>>>>

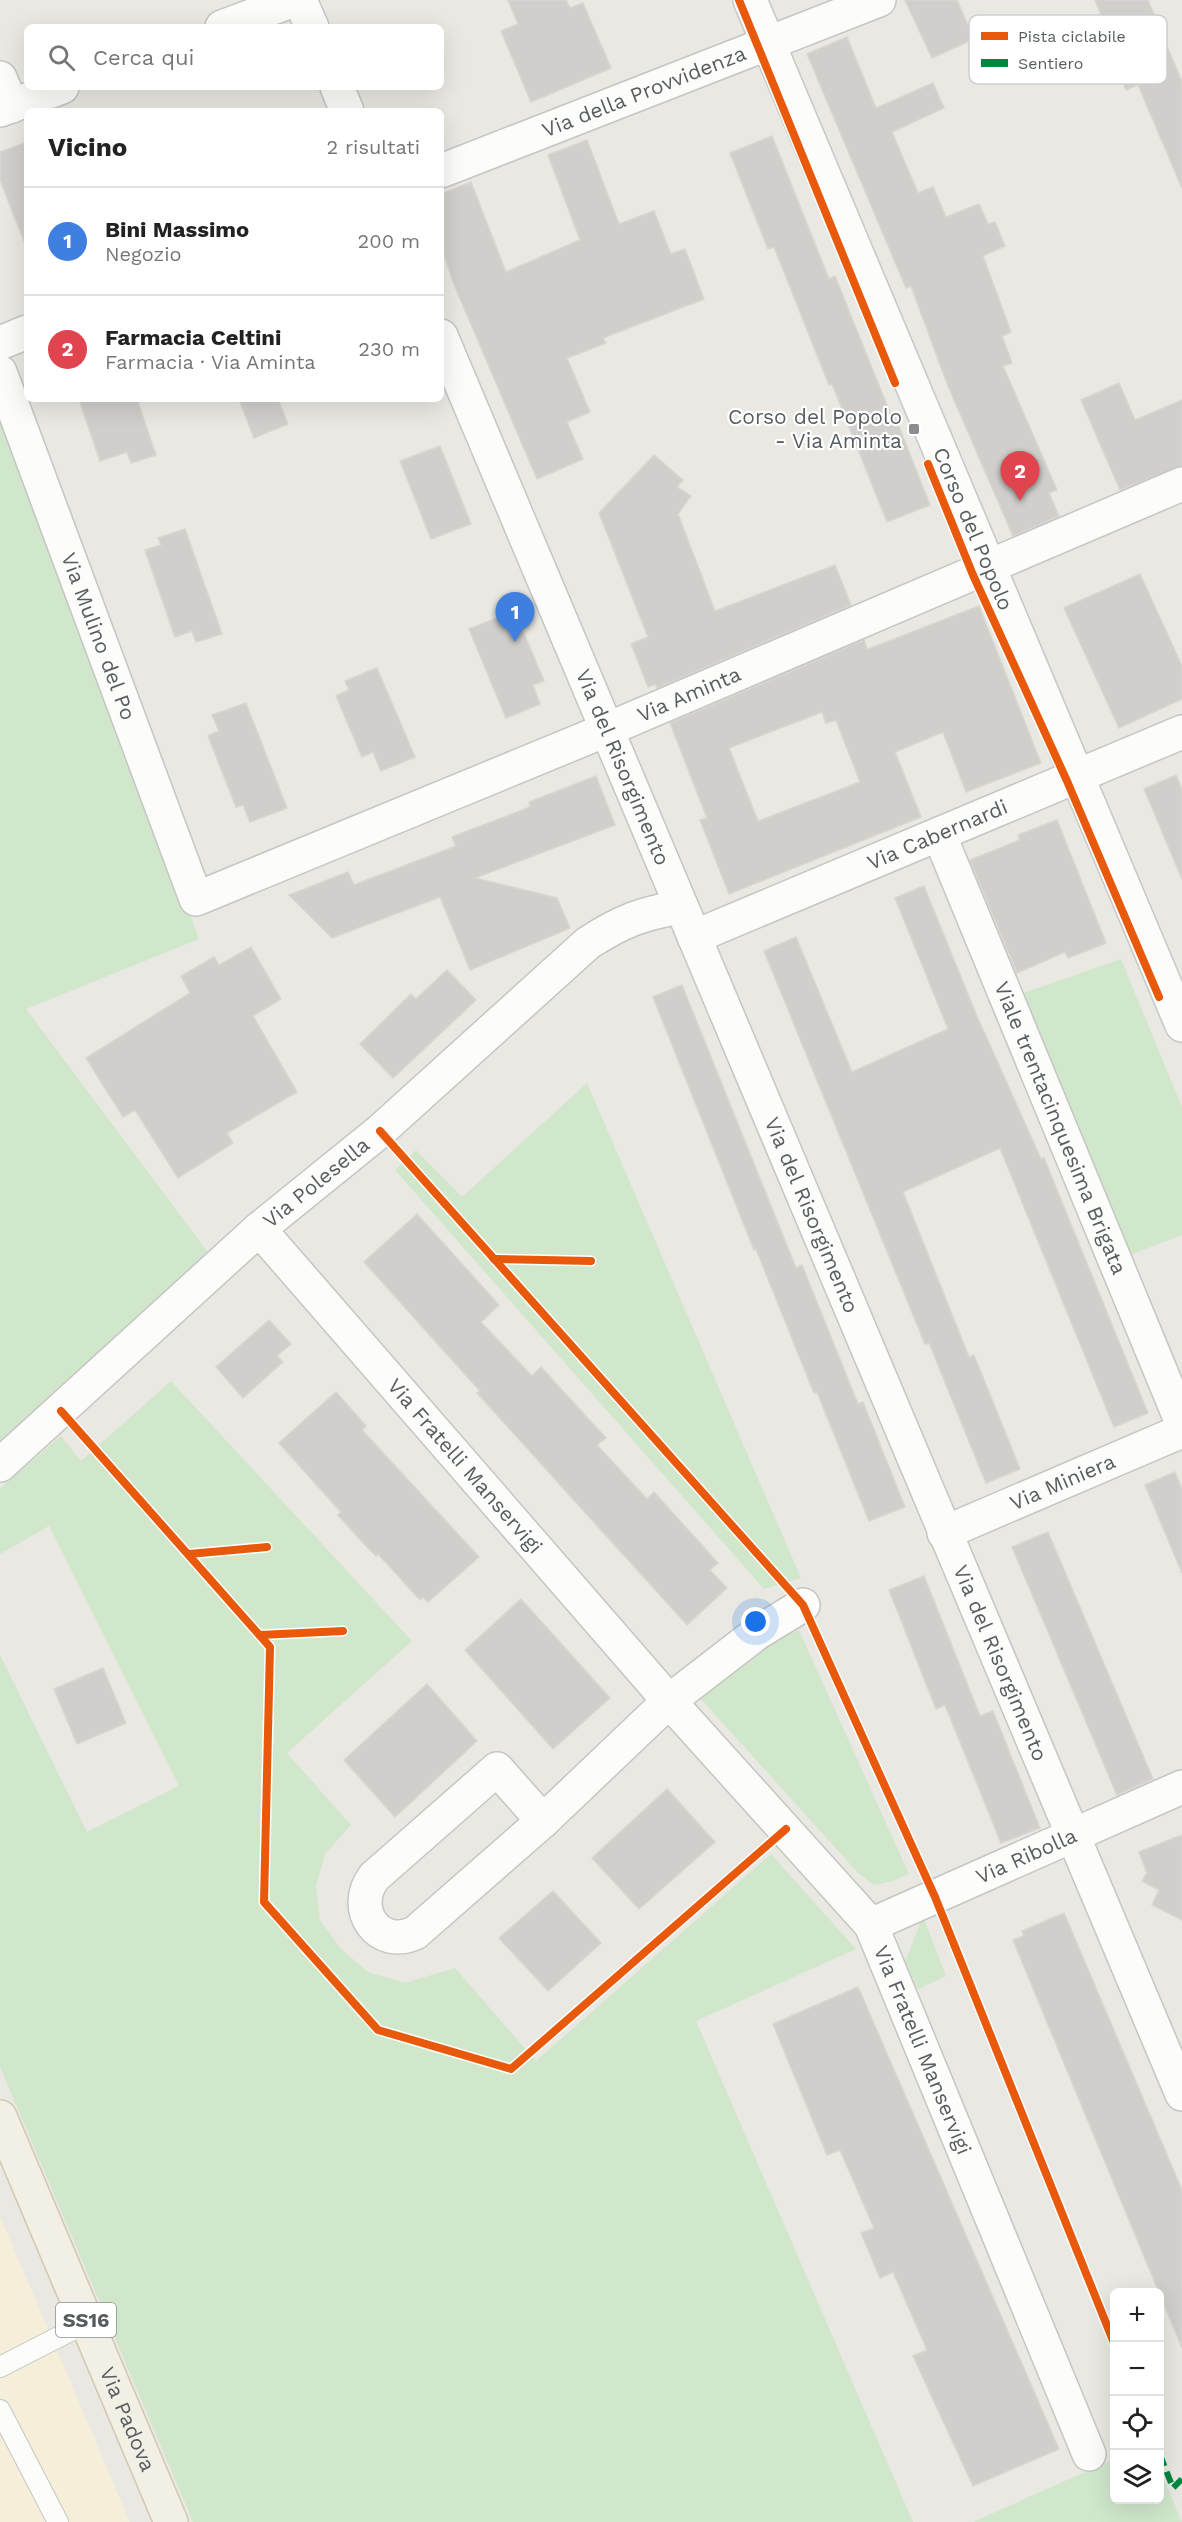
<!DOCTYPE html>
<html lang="it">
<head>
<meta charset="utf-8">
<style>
  :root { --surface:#fff; --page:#f6f6f6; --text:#222; --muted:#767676; --line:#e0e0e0; --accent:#8b8e8e }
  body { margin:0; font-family:"Work Sans",sans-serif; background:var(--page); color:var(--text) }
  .controls { position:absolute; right:18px; bottom:18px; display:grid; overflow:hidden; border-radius:9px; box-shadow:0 6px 24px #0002 }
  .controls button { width:54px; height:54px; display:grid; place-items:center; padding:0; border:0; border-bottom:2px solid var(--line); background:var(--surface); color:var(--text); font:30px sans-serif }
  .you { position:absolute; left:756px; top:1622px; width:21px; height:21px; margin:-15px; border:4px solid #fff; border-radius:50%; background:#1a73e8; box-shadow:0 0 0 9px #1a73e833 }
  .badge { display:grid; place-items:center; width:39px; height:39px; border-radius:50%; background:var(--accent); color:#fff; font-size:20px; font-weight:700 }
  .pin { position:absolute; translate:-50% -50px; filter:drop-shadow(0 2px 3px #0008) }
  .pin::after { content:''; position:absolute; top:32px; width:21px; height:18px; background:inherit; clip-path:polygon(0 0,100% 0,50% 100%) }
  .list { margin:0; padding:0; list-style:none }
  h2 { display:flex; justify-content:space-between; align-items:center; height:78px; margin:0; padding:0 24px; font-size:26px }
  h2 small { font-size:20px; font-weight:400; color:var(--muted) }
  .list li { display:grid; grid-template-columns:39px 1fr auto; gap:18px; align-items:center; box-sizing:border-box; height:108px; padding:0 24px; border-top:2px solid var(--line) }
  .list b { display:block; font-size:22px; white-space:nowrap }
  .list p { margin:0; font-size:20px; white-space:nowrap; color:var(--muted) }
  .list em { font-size:20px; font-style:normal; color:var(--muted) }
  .icon { flex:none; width:33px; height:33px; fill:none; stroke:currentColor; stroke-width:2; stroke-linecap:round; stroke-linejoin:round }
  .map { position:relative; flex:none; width:1182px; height:2522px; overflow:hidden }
  .search { position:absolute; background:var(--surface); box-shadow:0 6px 24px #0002; left:24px; top:24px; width:420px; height:66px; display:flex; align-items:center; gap:15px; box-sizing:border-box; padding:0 21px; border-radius:9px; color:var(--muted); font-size:22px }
  .panel { position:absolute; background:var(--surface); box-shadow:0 6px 24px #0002; left:24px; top:108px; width:420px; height:294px; border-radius:9px }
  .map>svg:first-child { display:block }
  .commercial { fill:#f5eed9 }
  .green { fill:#d0e7cc }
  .building { fill:#d0cfcc; stroke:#d8d6d1; stroke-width:1.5; fill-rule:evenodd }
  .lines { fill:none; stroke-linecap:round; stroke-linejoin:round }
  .lane-casing { stroke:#c5c5c3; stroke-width:22 }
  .street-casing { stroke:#c5c5c3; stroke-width:36 }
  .secondary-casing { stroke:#c6c7c6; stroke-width:36 }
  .primary-casing { stroke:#d2c7af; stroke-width:36 }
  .lane { stroke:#fcfcfb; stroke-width:20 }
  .street { stroke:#fcfcfb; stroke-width:33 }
  .secondary { stroke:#fcfcfb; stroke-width:33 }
  .primary { stroke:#f2efe5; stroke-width:33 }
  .quiet { stroke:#00873e; stroke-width:6; stroke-dasharray:12 6; stroke-linecap:butt }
  .cycleway-casing { stroke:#fff; stroke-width:11 }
  .cycleway { stroke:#e8590c; stroke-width:8 }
  .poi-dot { fill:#8b8e8e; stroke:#fff; stroke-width:2 }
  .labels { text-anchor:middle; stroke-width:4.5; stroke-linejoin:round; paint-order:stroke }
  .shield { fill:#fff; stroke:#8a8e90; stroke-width:1.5 }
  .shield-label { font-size:20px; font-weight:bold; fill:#585d61 }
  .street-label { font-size:21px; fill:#585d61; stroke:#fff }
  .poi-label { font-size:21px; fill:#585d61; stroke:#fff; text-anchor:end }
  .key { fill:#fff; stroke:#cdced0; stroke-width:1.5 }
  .key-label { font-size:16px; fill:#585d61 }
</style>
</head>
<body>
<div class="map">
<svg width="1182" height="2522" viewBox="0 0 1182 2522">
  <rect width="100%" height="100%" fill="#e9e8e2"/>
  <!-- commercial -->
  <polygon class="commercial" points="0,2216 130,2522 0,2522"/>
  <!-- green -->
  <g class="green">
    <polygon points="0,400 199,939 26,1009 213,1259 0,1454"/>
    <polygon points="1121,959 1182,1107 1182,1235 1130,1255 1021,994"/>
    <polygon points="587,1083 801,1578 764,1589 395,1170 416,1150 462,1197"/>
    <polygon points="171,1381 412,1641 287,1753 351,1825 325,1854 316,1886 320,1920 341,1949 368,1972 405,1983 455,1968 536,2061 771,1854 856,1949 696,2021 913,2522 193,2522 0,2067 0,1655 87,1832 179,1786 49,1526 0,1554 0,1488 61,1436 81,1461"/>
    <polygon points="799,1630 909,1874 893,1881 874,1885 858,1873 701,1699 765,1643"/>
    <polygon points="923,1916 946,1976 918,1989 905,1962"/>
    <polygon points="1114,2459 1114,2500 1160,2500 1160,2471 1182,2522 973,2522"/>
  </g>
  <!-- building -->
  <g class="building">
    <polygon points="508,0 566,0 570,8 583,3 611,68 531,102 501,31 518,24"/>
    <polygon points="905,0 957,0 974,39 932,58"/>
    <polygon points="1095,0 1148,0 1182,82 1182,188 1138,85 1126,90 1109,50 1115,48"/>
    <polygon points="847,37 876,108 933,83 944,108 892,132 918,193 933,187 946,217 979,204 988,224 995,222 1005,246 983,256 1011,332 1002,336 1012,363 1003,366 1057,490 1049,493 1059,516 1013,536 948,386 911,286 906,288 807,54"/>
    <polygon points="772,136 829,279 835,276 891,415 894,414 930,505 887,522 832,384 829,385 774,247 768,249 730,153"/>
    <polygon points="587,140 619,224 654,211 671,254 685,249 704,299 603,338 606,343 567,358 590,412 567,422 583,459 537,479 453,282 441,246 441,194 471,182 506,272 580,240 548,155"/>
    <polygon points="27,142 27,244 25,244 0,180 0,152"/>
    <polygon points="1119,383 1135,420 1182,400 1182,466 1120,490 1081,400"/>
    <polygon points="79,399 137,399 156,455 131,463 127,452 100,461"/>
    <polygon points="239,399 278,399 288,424 254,438"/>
    <polygon points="440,446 471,524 431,539 400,461"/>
    <polygon points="654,455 683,480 677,487 691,496 678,514 715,611 835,565 851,605 657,688 655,684 648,687 631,644 648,637 599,513"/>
    <polygon points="185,529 222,634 196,642 192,631 175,637 145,550 161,545 158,538"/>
    <polygon points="1140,574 1182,666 1182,699 1119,728 1064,608"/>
    <path d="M979 606 1041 763 966 792 943 732 895 752 921 817 729 894 700 820 707 818 670 723 864 640 867 649 871 648ZM822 712 826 723 836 720 860 782 758 821 729 748Z"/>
    <polygon points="502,616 505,625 518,619 544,681 533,685 540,704 506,718 469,629"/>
    <polygon points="377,668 415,757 381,771 373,752 362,757 336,696 349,690 345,681"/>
    <polygon points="246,703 287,808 250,822 243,805 236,807 208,736 219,731 212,715"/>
    <polygon points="1176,775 1182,789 1182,879 1144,789"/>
    <polygon points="596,776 615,825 475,878 557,898 570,928 470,970 440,897 332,938 289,895 348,872 354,885 456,846 452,837 530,807 529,802"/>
    <polygon points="1057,820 1106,943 1068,958 1065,952 1017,973 970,860 1020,840 1018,835"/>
    <polygon points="924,886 976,1014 1041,1159 1044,1158 1148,1413 1114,1427 1000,1148 903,1192 969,1357 974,1355 1020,1469 986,1483 929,1343 925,1344 764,951 796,937 852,1072 948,1029 895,898"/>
    <polygon points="251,947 281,999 253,1016 297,1092 227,1133 233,1143 178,1178 135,1110 123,1117 86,1058 190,993 181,976 214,957 219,965"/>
    <polygon points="447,970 476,1000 393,1078 360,1044 411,994 416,999"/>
    <polygon points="682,985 796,1268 802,1265 858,1404 863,1402 905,1507 869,1521 817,1392 814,1393 756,1249 754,1250 653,997"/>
    <polygon points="417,1214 499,1305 481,1322 532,1376 541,1367 606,1438 597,1445 647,1499 654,1492 718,1563 710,1570 727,1588 687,1625 477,1393 480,1391 364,1262"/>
    <polygon points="269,1320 291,1344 277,1356 283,1362 243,1398 216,1367"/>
    <polygon points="336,1392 366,1426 362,1430 479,1557 428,1602 423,1597 420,1600 378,1554 376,1556 365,1545 338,1515 341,1512 279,1443"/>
    <polygon points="1175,1472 1182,1489 1182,1573 1145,1485"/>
    <polygon points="1048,1532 1153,1779 1117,1795 1012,1547"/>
    <polygon points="924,1576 980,1716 993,1711 1040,1828 1001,1843 945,1705 936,1709 889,1590"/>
    <polygon points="521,1599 610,1698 553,1749 465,1650"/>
    <polygon points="103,1668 126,1723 77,1744 54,1689"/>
    <polygon points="427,1684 477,1741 395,1817 344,1760"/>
    <polygon points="667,1789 715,1842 639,1909 592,1858"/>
    <polygon points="1182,1835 1182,1920 1152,1905 1159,1890 1142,1881 1147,1873 1139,1852"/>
    <polygon points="553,1891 601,1943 548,1991 499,1938"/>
    <polygon points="1064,1913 1182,2190 1182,2348 1013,1940 1024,1936 1022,1931"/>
    <polygon points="858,1987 1059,2449 973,2486 913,2356 927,2350 893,2272 880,2278 861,2233 874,2228 840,2150 827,2155 773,2024"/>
  </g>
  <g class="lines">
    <!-- lane casing -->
    <g class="lane-casing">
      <g id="lane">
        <polyline points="0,2367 76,2328 90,2330"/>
        <polyline points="0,2410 58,2522"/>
      </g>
    </g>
    <!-- street casing -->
    <g class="street-casing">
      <g id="street">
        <polyline points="300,0 312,27"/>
        <polyline points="222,27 294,0"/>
        <polyline points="0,78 12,106"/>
        <polyline points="337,87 347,111"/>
        <polyline points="0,110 62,87"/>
        <path id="s1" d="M441 171 879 0"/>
        <path id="s2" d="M441 336 1182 2094"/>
        <polyline points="0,343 27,332"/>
        <path id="s3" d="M0 372 196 899 606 730 1182 484"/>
        <path id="s4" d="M939 834 1182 1423"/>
        <path id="s5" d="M694 937 1182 732"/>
        <path id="s6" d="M259 1229 669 1701 871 1925 1089 2454"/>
        <path id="s7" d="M0 1465 259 1229 380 1131 588 943C622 921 641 914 680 907"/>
        <path id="s8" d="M944 1533 1182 1431"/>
        <path d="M497 1769 543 1821 415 1933C378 1950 350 1909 374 1877Z"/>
        <polyline points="543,1821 669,1701 757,1633 803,1605"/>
        <path id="s9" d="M871 1925 1182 1787"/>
      </g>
    </g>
    <!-- secondary casing -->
    <g class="secondary-casing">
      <g id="secondary">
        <path id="s10" d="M750 0 1182 1025"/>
      </g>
    </g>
    <!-- primary casing -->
    <g class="primary-casing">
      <g id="primary">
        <path id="s11" d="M0 2117 171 2522"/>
      </g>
    </g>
    <!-- lane -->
    <use href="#lane" class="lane"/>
    <!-- street -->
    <use href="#street" class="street"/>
    <!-- secondary -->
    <use href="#secondary" class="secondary"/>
    <!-- primary -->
    <use href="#primary" class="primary"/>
    <!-- quiet -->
    <polyline class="quiet" points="1160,2455 1173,2488 1182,2479"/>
    <!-- cycleway casing -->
    <g class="cycleway-casing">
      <g id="cycleway">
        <polyline points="739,0 895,383"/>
        <polyline points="928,464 973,575 1067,781 1159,997"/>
        <polyline points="380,1131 803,1605 935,1897 1114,2343"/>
        <polyline points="494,1259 591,1261"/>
        <polyline points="61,1411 270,1647 264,1902 378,2030 511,2069 786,1829"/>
        <polyline points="189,1554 267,1547"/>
        <polyline points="260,1635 343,1631"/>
      </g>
    </g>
    <!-- cycleway -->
    <use href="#cycleway" class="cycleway"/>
  </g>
  <!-- markers -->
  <rect class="poi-dot" x="908" y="423" width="12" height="12" rx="3"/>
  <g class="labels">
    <!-- shield labels -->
    <rect class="shield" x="56" y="2303" width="60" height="34" rx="4.5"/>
    <g class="shield-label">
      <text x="86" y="2327">SS16</text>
    </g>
    <!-- street labels -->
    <g class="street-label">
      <text dy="7" stroke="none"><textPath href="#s1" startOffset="218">Via della Provvidenza</textPath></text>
      <text dy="7" stroke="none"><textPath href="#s10" startOffset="574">Corso del Popolo</textPath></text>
      <text dy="7" stroke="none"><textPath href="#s3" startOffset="282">Via Mulino del Po</textPath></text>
      <text dy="7" stroke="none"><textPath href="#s3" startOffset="1096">Via Aminta</textPath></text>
      <text dy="7" stroke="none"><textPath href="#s2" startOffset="468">Via del Risorgimento</textPath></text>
      <text dy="7" stroke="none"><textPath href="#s5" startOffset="264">Via Cabernardi</textPath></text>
      <text dy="7" stroke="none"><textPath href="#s4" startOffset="318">Viale trentacinquesima Brigata</textPath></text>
      <text dy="7" stroke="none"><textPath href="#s7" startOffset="424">Via Polesella</textPath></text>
      <text dy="7" stroke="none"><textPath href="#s2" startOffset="954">Via del Risorgimento</textPath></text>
      <text dy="7" stroke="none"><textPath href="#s6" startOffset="314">Via Fratelli Manservigi</textPath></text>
      <text dy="7" stroke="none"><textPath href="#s8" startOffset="129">Via Miniera</textPath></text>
      <text dy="7" stroke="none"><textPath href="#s2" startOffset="1440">Via del Risorgimento</textPath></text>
      <text dy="7" stroke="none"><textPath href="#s9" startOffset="170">Via Ribolla</textPath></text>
      <text dy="7" stroke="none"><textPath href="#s6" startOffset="1062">Via Fratelli Manservigi</textPath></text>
      <text dy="7" stroke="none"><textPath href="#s11" startOffset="328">Via Padova</textPath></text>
    </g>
    <!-- poi labels -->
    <g class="poi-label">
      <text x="902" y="424">Corso del Popolo<tspan x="902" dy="24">- Via Aminta</tspan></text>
    </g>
  </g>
  <!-- legend -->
  <rect x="969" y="15" width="198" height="69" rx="9" class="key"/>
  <rect x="981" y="32" width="27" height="8" fill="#e8590c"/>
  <rect x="981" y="59" width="27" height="8" fill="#00873e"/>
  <g class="key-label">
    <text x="1018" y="42">Pista ciclabile</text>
    <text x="1018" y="69">Sentiero</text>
  </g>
</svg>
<div class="controls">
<button>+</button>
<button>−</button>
<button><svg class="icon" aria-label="locate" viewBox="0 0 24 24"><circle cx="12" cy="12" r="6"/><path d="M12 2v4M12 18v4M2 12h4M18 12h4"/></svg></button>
<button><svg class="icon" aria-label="layers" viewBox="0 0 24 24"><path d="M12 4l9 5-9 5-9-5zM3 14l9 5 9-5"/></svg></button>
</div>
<div class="you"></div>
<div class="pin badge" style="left:515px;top:642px;background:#3f7fe0">1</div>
<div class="pin badge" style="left:1020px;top:501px;background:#e0444e">2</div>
<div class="search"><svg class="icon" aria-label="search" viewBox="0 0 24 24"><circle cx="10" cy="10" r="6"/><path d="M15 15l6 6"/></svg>Cerca qui</div>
<section class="panel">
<h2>Vicino<small>2 risultati</small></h2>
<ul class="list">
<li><span class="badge" style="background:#3f7fe0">1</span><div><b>Bini Massimo</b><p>Negozio</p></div><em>200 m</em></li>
<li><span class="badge" style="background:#e0444e">2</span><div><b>Farmacia Celtini</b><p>Farmacia · Via Aminta</p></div><em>230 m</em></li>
</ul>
</section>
</div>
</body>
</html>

<<<<

* Task directions
Gather all lines of the records that include the word "nowrap".

* Answer section
  .list b { display:block; font-size:22px; white-space:nowrap }
  .list p { margin:0; font-size:20px; white-space:nowrap; color:var(--muted) }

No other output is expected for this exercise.